Records from a data source:
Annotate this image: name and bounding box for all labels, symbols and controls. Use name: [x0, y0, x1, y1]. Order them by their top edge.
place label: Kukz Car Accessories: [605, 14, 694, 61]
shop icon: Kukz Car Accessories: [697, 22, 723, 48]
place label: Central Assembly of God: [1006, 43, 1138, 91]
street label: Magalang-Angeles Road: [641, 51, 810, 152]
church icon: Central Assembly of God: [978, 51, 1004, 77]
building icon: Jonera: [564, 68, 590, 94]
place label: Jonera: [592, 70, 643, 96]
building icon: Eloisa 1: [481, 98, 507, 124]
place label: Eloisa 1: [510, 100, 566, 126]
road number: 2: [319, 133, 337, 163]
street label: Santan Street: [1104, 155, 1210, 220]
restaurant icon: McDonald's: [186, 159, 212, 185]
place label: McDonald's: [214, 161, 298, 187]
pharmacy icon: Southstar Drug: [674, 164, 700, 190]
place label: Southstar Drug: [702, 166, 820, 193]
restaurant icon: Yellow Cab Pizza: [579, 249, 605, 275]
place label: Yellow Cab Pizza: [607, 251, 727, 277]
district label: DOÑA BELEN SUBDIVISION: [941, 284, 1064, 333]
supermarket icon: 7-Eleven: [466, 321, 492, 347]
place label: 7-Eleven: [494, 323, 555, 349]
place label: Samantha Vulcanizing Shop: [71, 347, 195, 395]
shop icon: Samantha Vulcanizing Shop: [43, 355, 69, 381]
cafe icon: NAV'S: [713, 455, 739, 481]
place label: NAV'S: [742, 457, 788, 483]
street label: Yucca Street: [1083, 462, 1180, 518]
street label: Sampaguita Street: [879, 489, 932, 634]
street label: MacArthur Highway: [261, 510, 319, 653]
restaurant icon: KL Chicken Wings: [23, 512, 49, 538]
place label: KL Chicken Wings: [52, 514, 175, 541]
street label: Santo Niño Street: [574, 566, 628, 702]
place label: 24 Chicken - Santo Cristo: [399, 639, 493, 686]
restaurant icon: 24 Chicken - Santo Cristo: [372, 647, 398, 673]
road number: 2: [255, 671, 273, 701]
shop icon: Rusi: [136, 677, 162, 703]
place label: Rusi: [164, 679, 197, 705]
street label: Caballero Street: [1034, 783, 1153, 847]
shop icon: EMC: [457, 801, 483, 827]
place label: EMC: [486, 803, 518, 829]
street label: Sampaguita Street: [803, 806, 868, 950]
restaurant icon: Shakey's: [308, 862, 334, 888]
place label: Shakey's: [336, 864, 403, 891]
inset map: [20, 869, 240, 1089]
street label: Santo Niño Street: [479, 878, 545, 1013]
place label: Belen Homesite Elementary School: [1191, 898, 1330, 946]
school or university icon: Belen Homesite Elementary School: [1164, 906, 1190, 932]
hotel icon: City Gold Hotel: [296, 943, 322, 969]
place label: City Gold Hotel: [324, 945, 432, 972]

▸ **WHAT IS EXPECTED**
Make an exact copy of the records.

▸ **ANSWER TO THIS EXERCISE**
Annotate this image: name and bounding box for all labels, symbols and controls. Use name: [x0, y0, x1, y1]. Order them by their top edge.
place label: Kukz Car Accessories: [605, 14, 694, 61]
shop icon: Kukz Car Accessories: [697, 22, 723, 48]
place label: Central Assembly of God: [1006, 43, 1138, 91]
street label: Magalang-Angeles Road: [641, 51, 810, 152]
church icon: Central Assembly of God: [978, 51, 1004, 77]
building icon: Jonera: [564, 68, 590, 94]
place label: Jonera: [592, 70, 643, 96]
building icon: Eloisa 1: [481, 98, 507, 124]
place label: Eloisa 1: [510, 100, 566, 126]
road number: 2: [319, 133, 337, 163]
street label: Santan Street: [1104, 155, 1210, 220]
restaurant icon: McDonald's: [186, 159, 212, 185]
place label: McDonald's: [214, 161, 298, 187]
pharmacy icon: Southstar Drug: [674, 164, 700, 190]
place label: Southstar Drug: [702, 166, 820, 193]
restaurant icon: Yellow Cab Pizza: [579, 249, 605, 275]
place label: Yellow Cab Pizza: [607, 251, 727, 277]
district label: DOÑA BELEN SUBDIVISION: [941, 284, 1064, 333]
supermarket icon: 7-Eleven: [466, 321, 492, 347]
place label: 7-Eleven: [494, 323, 555, 349]
place label: Samantha Vulcanizing Shop: [71, 347, 195, 395]
shop icon: Samantha Vulcanizing Shop: [43, 355, 69, 381]
cafe icon: NAV'S: [713, 455, 739, 481]
place label: NAV'S: [742, 457, 788, 483]
street label: Yucca Street: [1083, 462, 1180, 518]
street label: Sampaguita Street: [879, 489, 932, 634]
street label: MacArthur Highway: [261, 510, 319, 653]
restaurant icon: KL Chicken Wings: [23, 512, 49, 538]
place label: KL Chicken Wings: [52, 514, 175, 541]
street label: Santo Niño Street: [574, 566, 628, 702]
place label: 24 Chicken - Santo Cristo: [399, 639, 493, 686]
restaurant icon: 24 Chicken - Santo Cristo: [372, 647, 398, 673]
road number: 2: [255, 671, 273, 701]
shop icon: Rusi: [136, 677, 162, 703]
place label: Rusi: [164, 679, 197, 705]
street label: Caballero Street: [1034, 783, 1153, 847]
shop icon: EMC: [457, 801, 483, 827]
place label: EMC: [486, 803, 518, 829]
street label: Sampaguita Street: [803, 806, 868, 950]
restaurant icon: Shakey's: [308, 862, 334, 888]
place label: Shakey's: [336, 864, 403, 891]
inset map: [20, 869, 240, 1089]
street label: Santo Niño Street: [479, 878, 545, 1013]
place label: Belen Homesite Elementary School: [1191, 898, 1330, 946]
school or university icon: Belen Homesite Elementary School: [1164, 906, 1190, 932]
hotel icon: City Gold Hotel: [296, 943, 322, 969]
place label: City Gold Hotel: [324, 945, 432, 972]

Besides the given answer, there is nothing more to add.